### Exercise goal:
All lines that hold the string "lists" should be copied. Find them in the listing below.
───── Records for this task ─────
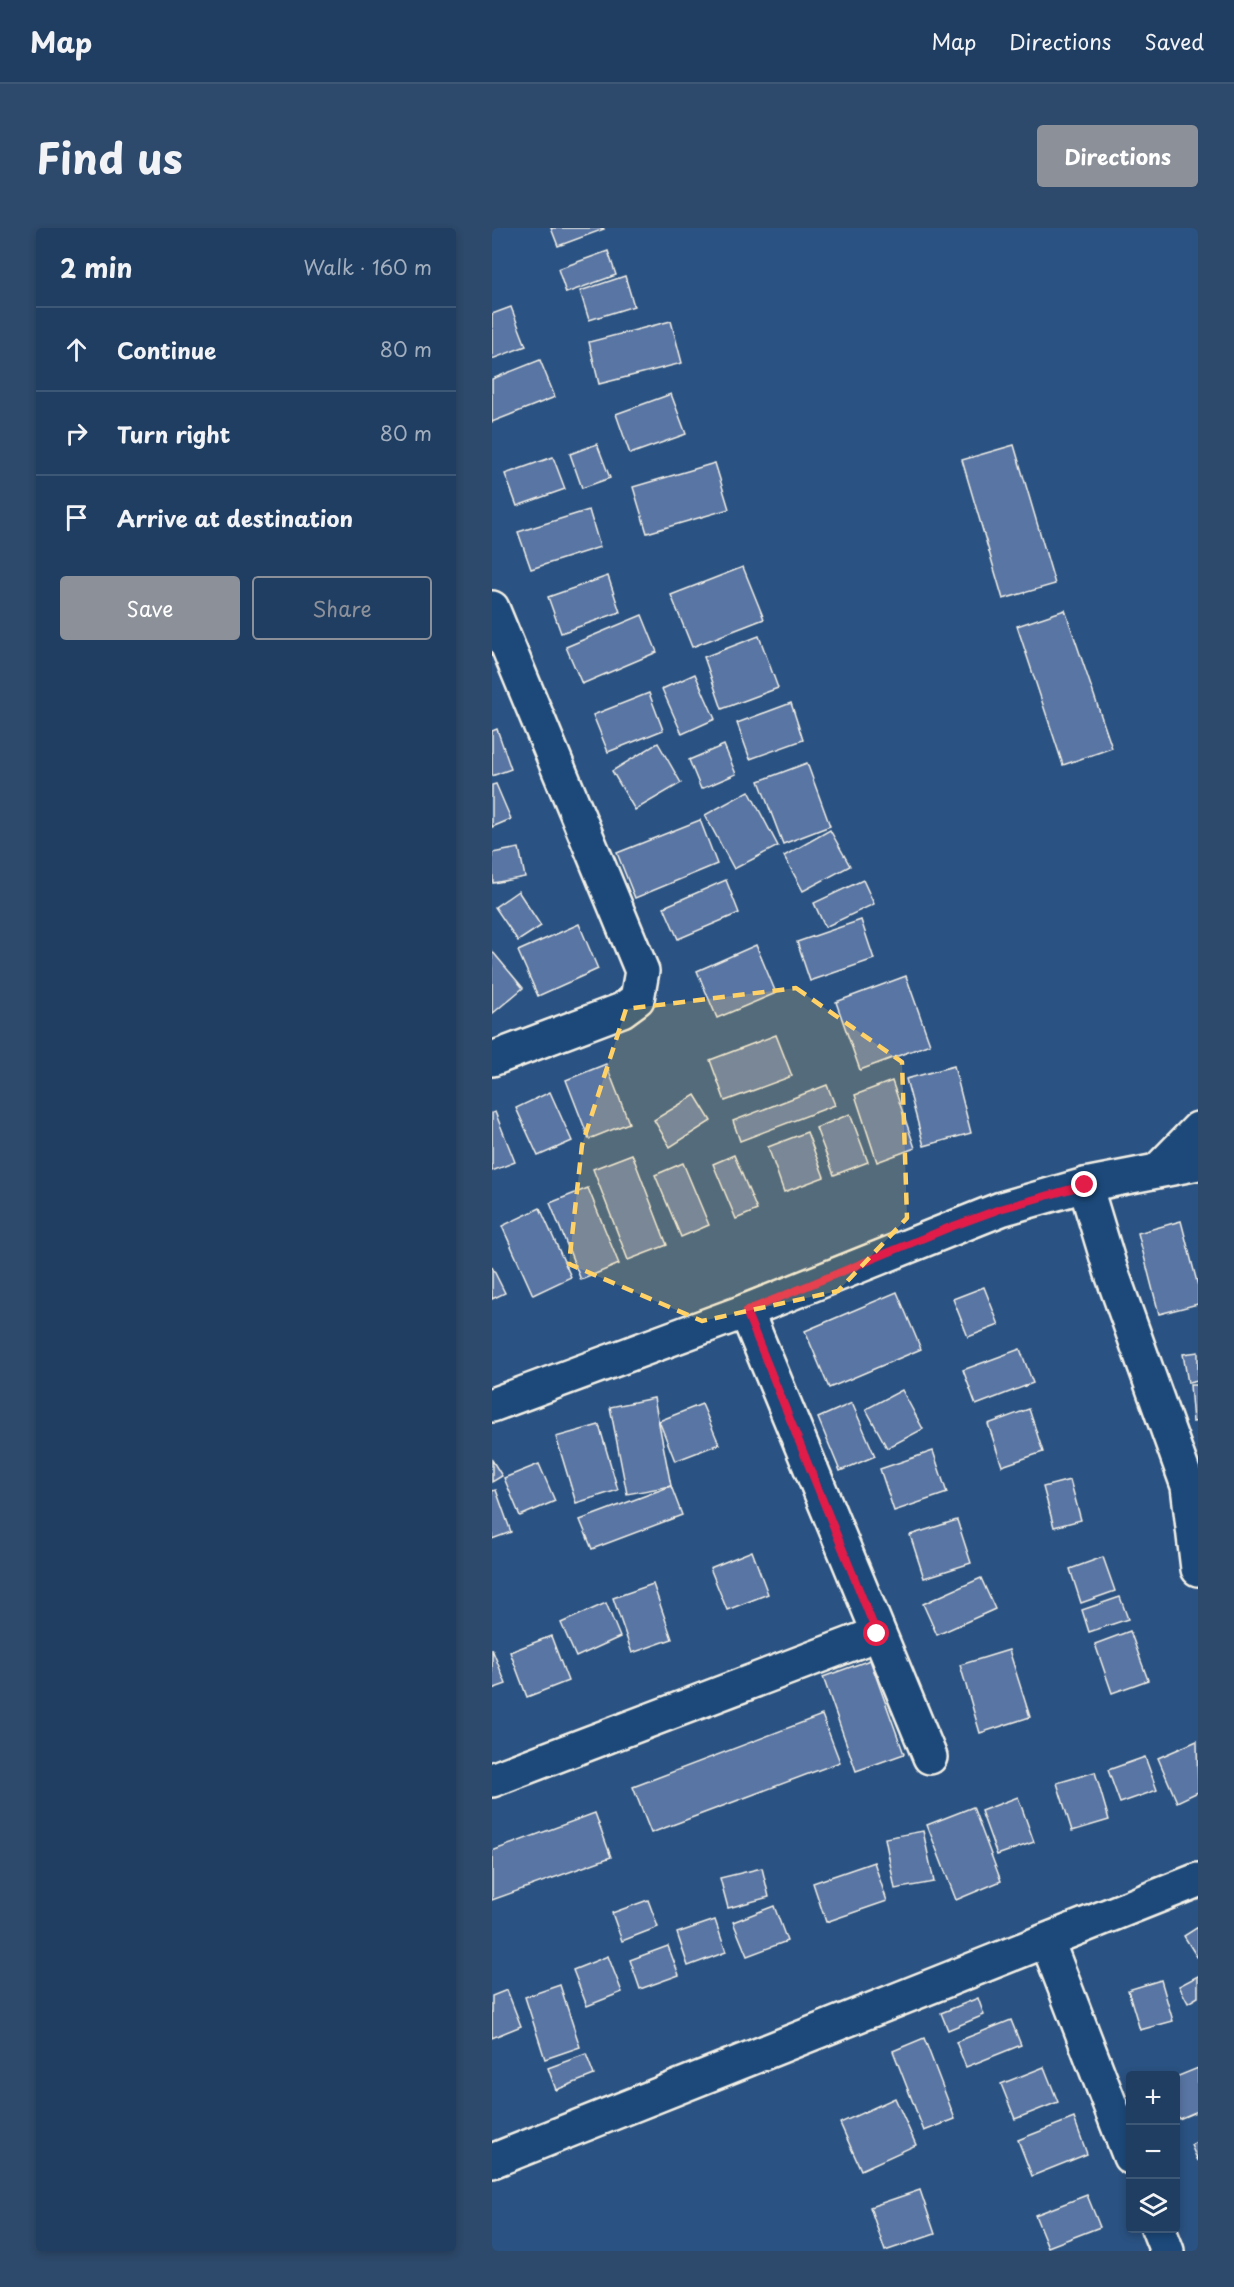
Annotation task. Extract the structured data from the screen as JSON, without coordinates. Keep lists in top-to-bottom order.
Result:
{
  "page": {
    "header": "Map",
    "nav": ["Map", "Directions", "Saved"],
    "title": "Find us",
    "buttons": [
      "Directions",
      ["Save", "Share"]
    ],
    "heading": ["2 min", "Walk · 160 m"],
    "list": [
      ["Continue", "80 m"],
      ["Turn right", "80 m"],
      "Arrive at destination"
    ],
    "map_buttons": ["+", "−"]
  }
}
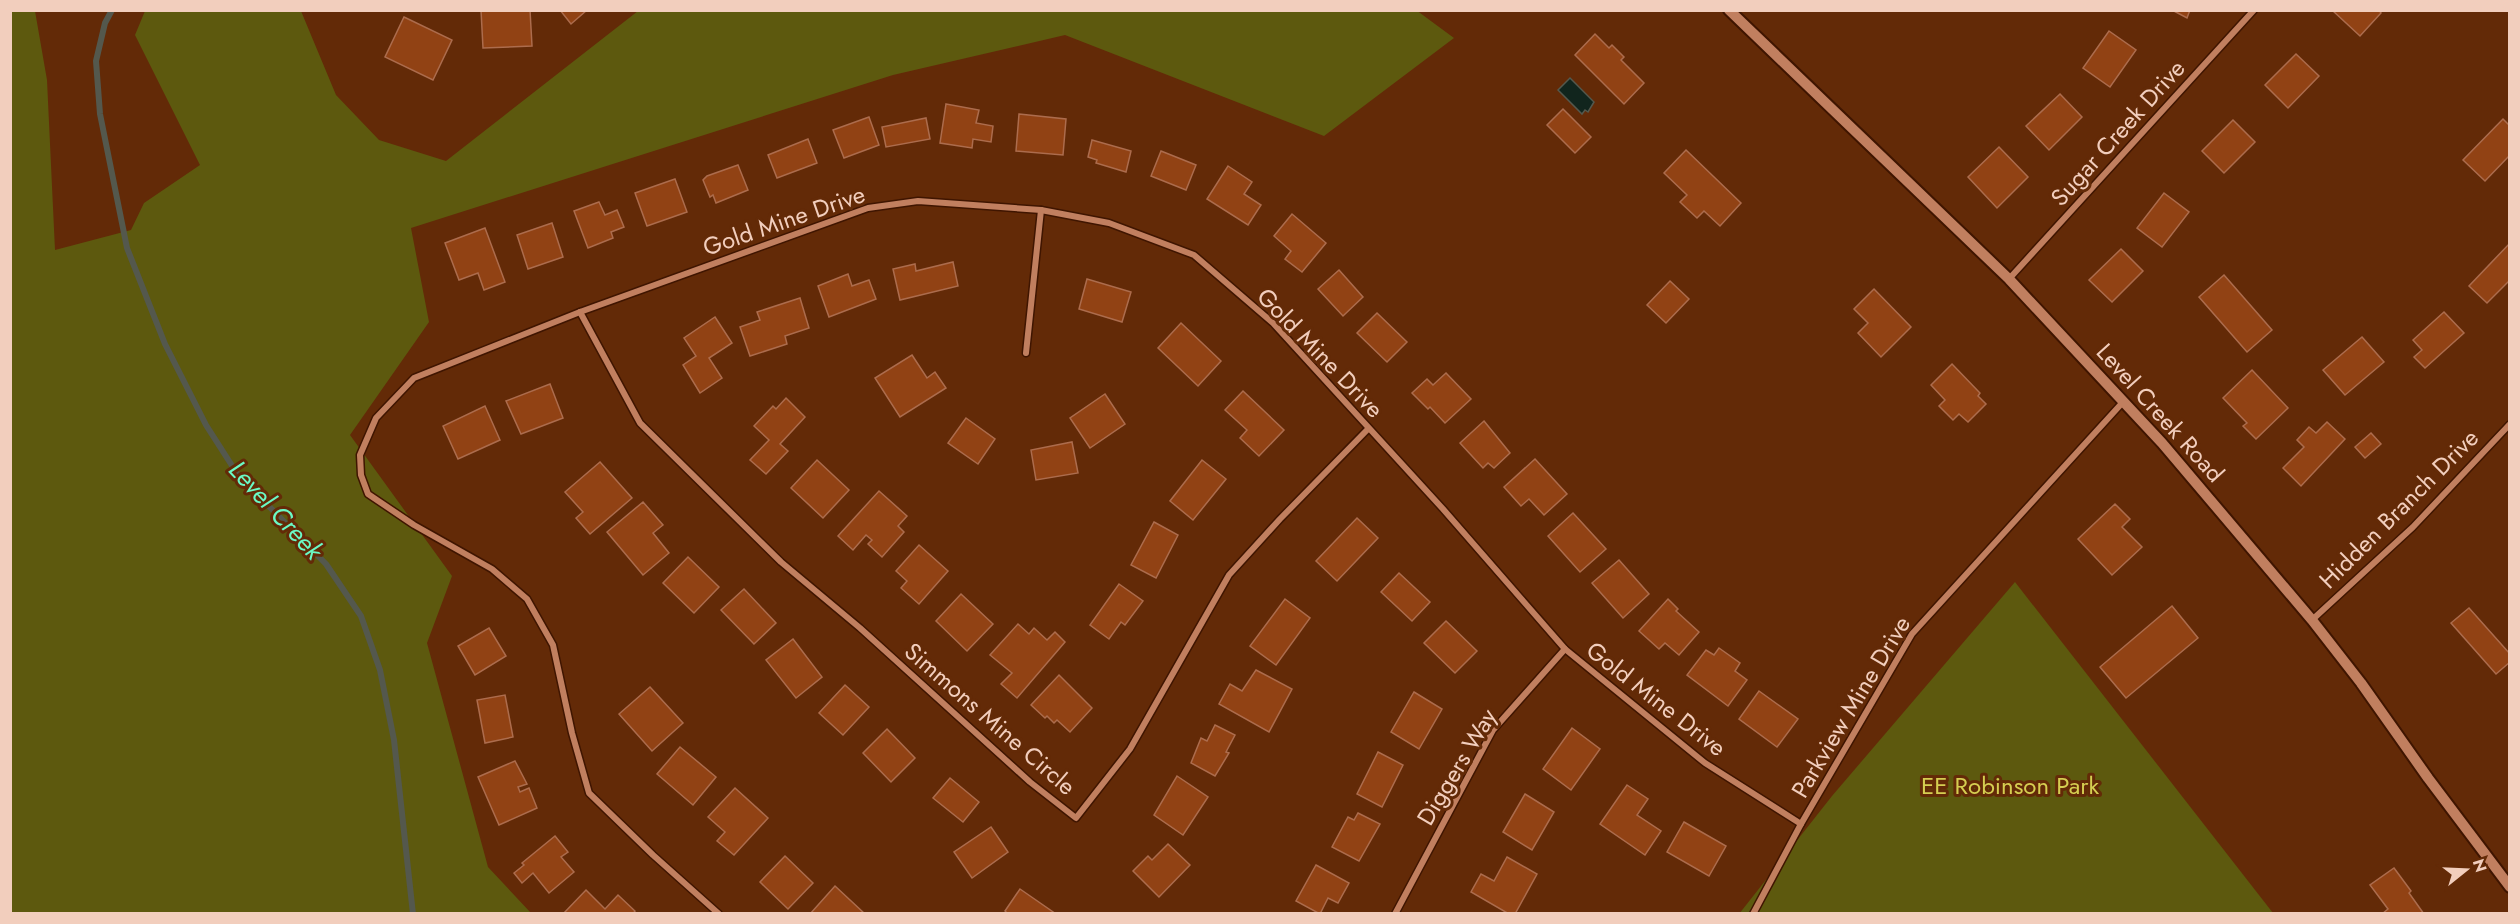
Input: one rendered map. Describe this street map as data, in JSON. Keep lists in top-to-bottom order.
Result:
─────
### Your solution:
Annotation task. Extract the structured data from the screen as JSON, without coordinates. Keep lists in top-to-bottom order.
Input: one rendered map. Describe this street map as data, in JSON. Keep lists in top-to-bottom order.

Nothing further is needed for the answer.